The administration did that with spending on pharmaceuticals, homeland security, and a couple of wars. But their most important weapon of choice was tax cuts for the rich, especially on unearned income (capital gains, inheritance, dividends, and interest).

This was sold, and accepted, on the myth that the rich—the investing class—are the most creative and daring members of our society. Just unleash them and they will march off into the wilderness—actual, urban, or cyber—with sacks of cash over their shoulders and they will build things!

Factories! Airlines! Housing! Toys! Computers! Undreamed wonders! Entire new civilizations! With jobs! jobs! jobs! Like an Ayn Rand novel!

But that’s not what happened.

Because a shortage of cash was not the problem. The country, the world, is awash with cash.

The good old version of capitalism, folks risking their money with a daring sea captain sailing off to the Indies, still exists. In recent years it’s given us FedEx, Wal-Mart, Apple, Microsoft, and Google.

But alongside it, over the last 50 years, the economy of credit has grown up.

In vastly oversimplified terms it works like this.

You own a house. It’s worth $100,000.

Someone buys the house, no money down. They borrow that money. Let’s say it’s a straight-line 8 percent, 30-year mortgage. Forget closing costs, points, and any other complications—that’s a $220,000 debt. It goes on the bank’s books as an asset.

Now you have $100,000. The bank has $220,000 (on paper). The buyer has a house worth $100,000. The bank has a lien on it, but the buyer will be gaining equity, plus he can get a second mortgage and home-improvement and other loans on it.

Again, this is a vast oversimplification, but that transaction has “created” something like $420,000 that is now “in play,” as part of the economy.

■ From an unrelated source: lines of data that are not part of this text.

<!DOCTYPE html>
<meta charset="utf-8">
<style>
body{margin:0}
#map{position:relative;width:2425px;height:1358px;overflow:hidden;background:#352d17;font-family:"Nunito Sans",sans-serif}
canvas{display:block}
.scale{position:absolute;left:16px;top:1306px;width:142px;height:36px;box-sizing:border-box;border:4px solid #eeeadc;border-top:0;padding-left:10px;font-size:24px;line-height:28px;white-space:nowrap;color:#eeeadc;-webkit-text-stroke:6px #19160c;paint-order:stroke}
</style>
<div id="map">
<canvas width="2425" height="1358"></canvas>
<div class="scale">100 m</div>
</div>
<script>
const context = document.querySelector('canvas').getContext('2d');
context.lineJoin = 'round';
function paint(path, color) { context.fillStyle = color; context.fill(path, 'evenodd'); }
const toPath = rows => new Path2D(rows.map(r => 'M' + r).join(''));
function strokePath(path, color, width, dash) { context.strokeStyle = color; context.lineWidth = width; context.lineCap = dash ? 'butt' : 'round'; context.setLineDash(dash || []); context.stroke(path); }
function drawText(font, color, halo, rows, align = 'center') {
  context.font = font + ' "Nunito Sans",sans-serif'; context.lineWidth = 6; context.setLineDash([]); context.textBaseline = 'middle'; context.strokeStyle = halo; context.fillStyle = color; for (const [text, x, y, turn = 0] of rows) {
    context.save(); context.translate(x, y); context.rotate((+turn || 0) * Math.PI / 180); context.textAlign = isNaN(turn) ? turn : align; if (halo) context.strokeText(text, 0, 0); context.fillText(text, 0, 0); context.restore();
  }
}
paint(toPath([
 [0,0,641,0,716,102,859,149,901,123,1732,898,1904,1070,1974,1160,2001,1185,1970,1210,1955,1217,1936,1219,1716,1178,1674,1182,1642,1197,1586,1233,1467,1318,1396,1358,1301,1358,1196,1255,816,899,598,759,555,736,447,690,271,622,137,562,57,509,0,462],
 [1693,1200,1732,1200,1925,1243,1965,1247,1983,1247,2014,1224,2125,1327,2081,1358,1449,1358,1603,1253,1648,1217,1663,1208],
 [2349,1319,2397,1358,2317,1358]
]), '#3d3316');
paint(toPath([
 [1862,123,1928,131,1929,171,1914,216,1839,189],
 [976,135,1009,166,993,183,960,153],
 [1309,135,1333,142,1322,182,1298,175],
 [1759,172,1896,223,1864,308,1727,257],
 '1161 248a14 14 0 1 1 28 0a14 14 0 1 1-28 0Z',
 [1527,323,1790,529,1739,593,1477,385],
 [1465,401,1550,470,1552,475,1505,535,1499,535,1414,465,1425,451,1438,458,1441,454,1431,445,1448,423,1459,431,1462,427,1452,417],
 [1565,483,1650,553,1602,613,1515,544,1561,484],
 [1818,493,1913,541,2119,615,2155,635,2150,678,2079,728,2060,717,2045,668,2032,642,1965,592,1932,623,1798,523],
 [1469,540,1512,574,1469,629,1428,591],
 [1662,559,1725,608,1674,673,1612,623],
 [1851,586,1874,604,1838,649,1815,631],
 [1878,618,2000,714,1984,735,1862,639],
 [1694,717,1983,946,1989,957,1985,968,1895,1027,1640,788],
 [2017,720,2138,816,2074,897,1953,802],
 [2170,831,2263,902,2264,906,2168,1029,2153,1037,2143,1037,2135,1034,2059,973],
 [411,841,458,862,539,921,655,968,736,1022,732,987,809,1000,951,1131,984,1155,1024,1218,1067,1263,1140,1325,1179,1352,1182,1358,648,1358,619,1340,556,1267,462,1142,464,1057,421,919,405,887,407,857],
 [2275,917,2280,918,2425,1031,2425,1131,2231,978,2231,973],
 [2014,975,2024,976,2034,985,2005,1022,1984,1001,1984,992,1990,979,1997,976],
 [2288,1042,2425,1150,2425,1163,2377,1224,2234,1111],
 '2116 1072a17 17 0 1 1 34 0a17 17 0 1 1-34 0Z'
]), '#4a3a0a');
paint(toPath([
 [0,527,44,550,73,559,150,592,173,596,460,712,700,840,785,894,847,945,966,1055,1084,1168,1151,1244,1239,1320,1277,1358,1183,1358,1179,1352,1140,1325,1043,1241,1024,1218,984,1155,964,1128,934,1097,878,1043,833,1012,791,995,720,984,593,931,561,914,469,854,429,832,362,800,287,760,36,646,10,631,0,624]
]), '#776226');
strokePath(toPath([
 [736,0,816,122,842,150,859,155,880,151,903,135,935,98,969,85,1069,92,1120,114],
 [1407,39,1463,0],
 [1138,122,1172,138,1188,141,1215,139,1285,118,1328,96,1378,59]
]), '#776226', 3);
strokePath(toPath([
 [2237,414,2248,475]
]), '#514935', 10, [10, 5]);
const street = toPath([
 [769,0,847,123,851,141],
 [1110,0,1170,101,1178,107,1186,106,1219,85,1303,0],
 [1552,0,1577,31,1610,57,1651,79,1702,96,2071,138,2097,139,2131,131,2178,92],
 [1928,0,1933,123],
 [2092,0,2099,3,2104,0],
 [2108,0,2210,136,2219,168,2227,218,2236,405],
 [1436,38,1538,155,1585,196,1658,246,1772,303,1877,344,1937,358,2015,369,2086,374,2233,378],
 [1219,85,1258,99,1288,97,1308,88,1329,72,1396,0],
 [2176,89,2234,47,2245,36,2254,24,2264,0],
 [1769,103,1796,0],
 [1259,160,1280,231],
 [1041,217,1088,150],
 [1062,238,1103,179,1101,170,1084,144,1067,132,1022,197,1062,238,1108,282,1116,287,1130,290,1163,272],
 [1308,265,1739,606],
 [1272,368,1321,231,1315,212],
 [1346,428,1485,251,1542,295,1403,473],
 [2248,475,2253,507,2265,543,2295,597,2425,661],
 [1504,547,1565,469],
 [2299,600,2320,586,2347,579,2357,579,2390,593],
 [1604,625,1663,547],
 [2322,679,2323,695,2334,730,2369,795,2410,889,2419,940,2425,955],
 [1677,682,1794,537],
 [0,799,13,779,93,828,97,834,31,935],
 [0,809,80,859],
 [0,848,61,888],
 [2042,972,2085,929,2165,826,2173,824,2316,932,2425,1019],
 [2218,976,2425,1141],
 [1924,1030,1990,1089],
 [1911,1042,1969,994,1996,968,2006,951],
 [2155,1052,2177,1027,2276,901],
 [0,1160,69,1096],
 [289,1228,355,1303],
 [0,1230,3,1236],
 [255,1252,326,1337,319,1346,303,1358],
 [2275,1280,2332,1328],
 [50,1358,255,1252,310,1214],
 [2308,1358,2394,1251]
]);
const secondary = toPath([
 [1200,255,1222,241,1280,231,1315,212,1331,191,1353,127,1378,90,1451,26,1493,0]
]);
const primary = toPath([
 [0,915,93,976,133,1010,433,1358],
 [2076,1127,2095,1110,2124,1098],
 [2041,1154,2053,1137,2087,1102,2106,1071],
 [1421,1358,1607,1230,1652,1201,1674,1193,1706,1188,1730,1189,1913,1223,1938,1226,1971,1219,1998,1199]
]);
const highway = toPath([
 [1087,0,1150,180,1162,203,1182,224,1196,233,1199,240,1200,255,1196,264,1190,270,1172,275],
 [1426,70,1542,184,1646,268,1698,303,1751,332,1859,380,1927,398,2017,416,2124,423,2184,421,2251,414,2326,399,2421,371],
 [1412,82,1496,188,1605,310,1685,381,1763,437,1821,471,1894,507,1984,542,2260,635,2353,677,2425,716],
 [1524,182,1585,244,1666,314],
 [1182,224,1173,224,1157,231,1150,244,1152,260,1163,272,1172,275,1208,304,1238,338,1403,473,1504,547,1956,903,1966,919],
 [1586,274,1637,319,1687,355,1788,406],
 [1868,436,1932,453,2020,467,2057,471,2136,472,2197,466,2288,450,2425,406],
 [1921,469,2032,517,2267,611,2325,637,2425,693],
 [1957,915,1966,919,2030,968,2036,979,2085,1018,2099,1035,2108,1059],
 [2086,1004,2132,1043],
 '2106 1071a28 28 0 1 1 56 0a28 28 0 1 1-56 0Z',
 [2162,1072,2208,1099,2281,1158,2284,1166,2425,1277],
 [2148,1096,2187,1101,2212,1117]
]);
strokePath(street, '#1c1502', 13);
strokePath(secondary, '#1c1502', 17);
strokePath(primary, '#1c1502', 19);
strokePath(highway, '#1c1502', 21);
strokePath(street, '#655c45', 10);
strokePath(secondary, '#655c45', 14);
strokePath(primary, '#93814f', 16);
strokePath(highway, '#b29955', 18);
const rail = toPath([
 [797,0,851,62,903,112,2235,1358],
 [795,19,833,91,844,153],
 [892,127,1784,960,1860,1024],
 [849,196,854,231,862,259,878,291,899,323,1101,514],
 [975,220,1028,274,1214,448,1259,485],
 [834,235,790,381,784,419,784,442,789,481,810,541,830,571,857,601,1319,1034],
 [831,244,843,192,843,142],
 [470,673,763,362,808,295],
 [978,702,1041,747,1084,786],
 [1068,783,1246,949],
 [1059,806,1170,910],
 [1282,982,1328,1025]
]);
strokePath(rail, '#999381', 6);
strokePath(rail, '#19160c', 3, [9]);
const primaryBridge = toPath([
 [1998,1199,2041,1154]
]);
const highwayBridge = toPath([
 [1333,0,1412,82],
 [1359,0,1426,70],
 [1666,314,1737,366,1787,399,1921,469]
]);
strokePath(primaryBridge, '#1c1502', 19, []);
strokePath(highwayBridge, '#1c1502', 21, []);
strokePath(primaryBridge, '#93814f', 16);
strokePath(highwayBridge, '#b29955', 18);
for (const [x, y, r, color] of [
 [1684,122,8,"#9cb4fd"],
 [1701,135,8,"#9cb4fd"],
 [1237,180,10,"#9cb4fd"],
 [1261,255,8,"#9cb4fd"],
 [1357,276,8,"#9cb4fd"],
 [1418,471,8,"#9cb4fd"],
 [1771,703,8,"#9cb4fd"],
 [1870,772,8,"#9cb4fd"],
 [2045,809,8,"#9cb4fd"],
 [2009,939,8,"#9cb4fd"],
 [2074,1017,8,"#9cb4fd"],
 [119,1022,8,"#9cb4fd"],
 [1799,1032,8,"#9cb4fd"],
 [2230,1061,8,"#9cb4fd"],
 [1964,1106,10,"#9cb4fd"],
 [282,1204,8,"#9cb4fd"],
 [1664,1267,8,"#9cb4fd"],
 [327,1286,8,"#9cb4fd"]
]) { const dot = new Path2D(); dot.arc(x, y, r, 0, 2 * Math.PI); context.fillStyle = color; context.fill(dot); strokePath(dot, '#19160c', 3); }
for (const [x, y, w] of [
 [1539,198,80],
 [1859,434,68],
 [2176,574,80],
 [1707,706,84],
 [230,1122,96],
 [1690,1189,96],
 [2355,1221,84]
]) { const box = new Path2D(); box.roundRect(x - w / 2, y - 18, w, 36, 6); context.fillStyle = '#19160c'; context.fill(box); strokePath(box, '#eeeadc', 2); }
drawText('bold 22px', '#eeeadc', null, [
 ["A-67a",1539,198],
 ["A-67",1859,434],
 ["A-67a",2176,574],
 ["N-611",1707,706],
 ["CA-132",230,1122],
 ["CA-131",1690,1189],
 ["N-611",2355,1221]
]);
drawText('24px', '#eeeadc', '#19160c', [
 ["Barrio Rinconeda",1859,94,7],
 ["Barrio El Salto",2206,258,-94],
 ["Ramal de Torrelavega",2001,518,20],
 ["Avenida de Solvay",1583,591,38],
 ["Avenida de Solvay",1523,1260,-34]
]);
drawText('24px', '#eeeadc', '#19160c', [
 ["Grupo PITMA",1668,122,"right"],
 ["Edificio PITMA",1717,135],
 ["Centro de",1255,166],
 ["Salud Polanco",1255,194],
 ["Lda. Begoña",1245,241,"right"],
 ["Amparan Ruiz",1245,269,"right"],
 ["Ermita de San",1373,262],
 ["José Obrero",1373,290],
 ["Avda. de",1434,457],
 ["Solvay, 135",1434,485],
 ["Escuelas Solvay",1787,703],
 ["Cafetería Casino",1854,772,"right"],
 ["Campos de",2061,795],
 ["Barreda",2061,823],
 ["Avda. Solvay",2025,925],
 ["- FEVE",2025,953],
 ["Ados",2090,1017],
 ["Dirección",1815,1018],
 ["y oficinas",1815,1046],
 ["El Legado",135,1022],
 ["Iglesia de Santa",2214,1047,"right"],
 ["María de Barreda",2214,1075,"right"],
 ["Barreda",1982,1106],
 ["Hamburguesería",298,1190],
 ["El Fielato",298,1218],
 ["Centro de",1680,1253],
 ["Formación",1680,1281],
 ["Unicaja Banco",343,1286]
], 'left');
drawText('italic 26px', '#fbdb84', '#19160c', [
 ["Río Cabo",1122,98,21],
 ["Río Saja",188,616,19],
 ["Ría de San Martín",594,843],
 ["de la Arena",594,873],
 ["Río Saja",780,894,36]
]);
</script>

No “thing” has been created—no new business, no product, no jobs, no idea, no intellectual property, no entertainment.

But money has been created.

If you buy a dress on your Visa card or organize a consortium to buy a company, the same thing happens—debt creates money. In every transaction, there’s profit to be taken off the top.

The number one industry in America today is the money business—debt swapping. In a closed economy, that might have a positive effect, as people look for something to do with their money.

But there’s a hole in the bucket. The hole is called globalization.

I’m writing this on a Mac. When I bought it, the money went through American Express (which took a few points) to Apple’s headquarters in Cupertino, California, where Steve Jobs dipped in his ladle, then the rest poured out though the hole in the bottom to China, where it was actually made.

That’s the economy that the statistics describe.

Lots of money is moving. As it passes through the company, the company profits. The company isn’t going to build anything, so profits are spent on executive compensation. The actual work is outsourced (the money flows out), and no jobs are created. Nor does the actual business grow very much either, except as a middle man, taking American money and passing it on to foreign businesses (and oil producers).

At the same time, this creates downward pressure on normal working people.

Remember those old movies, with 200 men at the factory gate? A foreman inside with three jobs to give out, saying, “You. You. And you. The rest of you, go home.” Those three didn’t demand health insurance, pensions, or job security.

Now it’s India, Bangladesh, Malaysia, the Philippines, Mexico, Honduras, China, Korea, and many others at the gate. American companies tell their workers they have to be competitive. Not only do wages go down, but benefits begin to disappear.

This may be bad for America as a society, but it keeps inflation from wiping out the profits that are made from a debt-and-credit economy. The money people love it.

If we are to invest public funds—through government borrowing or spending—we have to be aware that rich people running around with bags of money won’t necessarily do what is good for the wealth of our nation. They may run us into bankruptcy, the way the smartest guys in the room ran Enron into bankruptcy.